[Stored items]
<<<<

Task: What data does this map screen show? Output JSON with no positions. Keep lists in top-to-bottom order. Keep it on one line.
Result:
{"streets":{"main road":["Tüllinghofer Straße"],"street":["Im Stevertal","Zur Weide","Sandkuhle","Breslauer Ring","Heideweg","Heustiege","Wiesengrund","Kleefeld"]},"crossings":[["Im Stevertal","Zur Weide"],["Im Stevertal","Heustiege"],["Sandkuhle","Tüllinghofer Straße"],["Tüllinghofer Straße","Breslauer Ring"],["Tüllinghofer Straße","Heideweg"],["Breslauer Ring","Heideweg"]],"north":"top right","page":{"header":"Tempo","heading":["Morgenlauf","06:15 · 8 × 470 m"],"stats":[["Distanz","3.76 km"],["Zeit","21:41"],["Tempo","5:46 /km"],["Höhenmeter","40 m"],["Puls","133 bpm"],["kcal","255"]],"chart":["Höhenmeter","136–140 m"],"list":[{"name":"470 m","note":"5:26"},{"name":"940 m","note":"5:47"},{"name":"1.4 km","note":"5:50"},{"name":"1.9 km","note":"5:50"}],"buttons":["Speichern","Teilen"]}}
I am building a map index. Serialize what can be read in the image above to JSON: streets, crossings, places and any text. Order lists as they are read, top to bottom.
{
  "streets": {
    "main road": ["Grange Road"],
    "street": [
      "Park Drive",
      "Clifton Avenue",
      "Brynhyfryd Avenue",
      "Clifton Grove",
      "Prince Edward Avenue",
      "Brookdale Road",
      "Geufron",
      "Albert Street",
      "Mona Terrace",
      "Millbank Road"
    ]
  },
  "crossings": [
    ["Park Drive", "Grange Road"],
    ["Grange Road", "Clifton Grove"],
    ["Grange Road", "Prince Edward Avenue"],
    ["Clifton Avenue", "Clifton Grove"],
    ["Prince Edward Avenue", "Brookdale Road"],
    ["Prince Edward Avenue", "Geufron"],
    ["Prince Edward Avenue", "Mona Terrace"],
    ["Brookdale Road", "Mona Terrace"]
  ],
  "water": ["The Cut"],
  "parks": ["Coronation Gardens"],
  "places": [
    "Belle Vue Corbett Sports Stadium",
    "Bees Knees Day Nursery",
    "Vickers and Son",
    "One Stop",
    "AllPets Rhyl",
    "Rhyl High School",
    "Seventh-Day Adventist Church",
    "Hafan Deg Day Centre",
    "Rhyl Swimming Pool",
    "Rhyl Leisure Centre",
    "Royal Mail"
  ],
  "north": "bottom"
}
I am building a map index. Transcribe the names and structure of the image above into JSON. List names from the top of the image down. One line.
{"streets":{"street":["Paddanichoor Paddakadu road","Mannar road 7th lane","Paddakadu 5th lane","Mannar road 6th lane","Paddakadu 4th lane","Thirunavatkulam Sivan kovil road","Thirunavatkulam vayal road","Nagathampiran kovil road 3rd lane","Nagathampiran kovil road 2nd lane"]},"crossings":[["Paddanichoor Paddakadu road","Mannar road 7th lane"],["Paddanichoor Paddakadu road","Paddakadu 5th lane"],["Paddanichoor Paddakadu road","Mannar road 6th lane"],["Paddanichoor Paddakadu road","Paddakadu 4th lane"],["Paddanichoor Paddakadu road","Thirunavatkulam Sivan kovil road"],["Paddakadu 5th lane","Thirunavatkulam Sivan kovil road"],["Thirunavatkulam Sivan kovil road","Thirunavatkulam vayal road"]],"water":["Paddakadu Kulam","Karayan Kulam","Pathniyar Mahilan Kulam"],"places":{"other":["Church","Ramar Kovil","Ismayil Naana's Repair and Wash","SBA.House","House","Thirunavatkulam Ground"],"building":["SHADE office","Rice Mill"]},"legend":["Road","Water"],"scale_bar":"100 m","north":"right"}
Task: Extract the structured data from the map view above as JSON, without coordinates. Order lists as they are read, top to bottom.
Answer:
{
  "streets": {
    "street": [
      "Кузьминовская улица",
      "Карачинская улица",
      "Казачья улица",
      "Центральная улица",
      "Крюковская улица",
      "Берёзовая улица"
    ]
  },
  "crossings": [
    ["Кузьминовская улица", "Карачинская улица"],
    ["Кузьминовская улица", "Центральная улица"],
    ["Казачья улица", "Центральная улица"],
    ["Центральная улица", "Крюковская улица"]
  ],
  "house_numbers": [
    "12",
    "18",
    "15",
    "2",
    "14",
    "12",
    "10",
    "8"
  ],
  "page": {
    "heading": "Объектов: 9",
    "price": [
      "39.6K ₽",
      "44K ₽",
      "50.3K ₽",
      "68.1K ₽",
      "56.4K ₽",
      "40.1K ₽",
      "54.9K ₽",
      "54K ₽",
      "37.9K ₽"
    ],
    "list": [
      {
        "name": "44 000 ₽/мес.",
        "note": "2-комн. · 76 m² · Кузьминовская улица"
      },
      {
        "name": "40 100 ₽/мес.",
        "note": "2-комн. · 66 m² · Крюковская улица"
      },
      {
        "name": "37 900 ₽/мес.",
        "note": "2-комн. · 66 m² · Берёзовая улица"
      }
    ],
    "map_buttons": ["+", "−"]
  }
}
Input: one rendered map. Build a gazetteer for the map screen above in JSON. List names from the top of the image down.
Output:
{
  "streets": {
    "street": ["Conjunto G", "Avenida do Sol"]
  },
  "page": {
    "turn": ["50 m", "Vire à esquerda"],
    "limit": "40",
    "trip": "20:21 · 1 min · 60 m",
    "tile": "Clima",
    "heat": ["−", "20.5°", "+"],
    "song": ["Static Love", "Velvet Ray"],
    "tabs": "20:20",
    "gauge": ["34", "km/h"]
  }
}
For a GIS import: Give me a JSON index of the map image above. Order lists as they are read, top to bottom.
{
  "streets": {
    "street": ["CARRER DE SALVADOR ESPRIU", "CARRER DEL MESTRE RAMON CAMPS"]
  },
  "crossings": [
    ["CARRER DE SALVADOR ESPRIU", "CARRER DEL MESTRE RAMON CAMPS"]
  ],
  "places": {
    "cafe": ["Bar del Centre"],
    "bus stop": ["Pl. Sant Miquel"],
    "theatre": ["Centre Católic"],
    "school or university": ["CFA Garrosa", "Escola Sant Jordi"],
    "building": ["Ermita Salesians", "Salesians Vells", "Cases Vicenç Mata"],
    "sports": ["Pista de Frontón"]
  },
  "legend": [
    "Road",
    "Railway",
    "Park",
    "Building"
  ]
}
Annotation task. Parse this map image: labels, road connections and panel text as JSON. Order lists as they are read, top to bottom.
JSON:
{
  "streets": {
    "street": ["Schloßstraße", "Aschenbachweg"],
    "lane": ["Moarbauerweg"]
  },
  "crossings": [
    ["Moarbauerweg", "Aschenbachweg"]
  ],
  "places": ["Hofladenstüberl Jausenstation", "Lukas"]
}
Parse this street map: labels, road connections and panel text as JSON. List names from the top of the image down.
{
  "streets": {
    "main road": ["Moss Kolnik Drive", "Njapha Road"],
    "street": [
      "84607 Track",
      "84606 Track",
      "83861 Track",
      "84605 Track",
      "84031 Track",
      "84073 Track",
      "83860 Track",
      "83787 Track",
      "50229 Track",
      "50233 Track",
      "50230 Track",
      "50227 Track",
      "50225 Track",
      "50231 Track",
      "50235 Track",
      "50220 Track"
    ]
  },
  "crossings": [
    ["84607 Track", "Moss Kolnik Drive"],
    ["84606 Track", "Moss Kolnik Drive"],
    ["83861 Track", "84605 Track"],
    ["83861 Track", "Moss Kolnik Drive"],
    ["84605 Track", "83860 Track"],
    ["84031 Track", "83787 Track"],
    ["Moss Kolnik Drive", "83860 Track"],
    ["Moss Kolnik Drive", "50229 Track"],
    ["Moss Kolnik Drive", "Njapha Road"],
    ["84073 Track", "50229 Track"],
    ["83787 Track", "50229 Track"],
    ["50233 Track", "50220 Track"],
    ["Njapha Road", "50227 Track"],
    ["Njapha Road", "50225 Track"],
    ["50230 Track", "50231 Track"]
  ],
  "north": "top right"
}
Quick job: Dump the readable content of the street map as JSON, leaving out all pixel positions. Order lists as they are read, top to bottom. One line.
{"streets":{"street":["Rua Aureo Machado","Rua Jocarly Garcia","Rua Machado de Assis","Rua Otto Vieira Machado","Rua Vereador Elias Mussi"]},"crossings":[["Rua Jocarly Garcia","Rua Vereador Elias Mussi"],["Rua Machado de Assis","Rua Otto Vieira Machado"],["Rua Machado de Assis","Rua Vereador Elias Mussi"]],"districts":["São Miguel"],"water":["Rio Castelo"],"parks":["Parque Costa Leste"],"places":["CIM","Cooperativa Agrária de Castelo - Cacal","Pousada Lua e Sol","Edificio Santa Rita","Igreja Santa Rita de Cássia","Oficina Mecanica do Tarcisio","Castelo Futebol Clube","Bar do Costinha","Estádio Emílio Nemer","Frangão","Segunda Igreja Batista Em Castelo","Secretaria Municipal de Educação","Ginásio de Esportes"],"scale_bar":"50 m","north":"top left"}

>>>>

What you should do: Lines holding the string "screen" must be copied out of the entries above.

Expected answer:
Task: What data does this map screen show? Output JSON with no positions. Keep lists in top-to-bottom order. Keep it on one line.
Input: one rendered map. Build a gazetteer for the map screen above in JSON. List names from the top of the image down.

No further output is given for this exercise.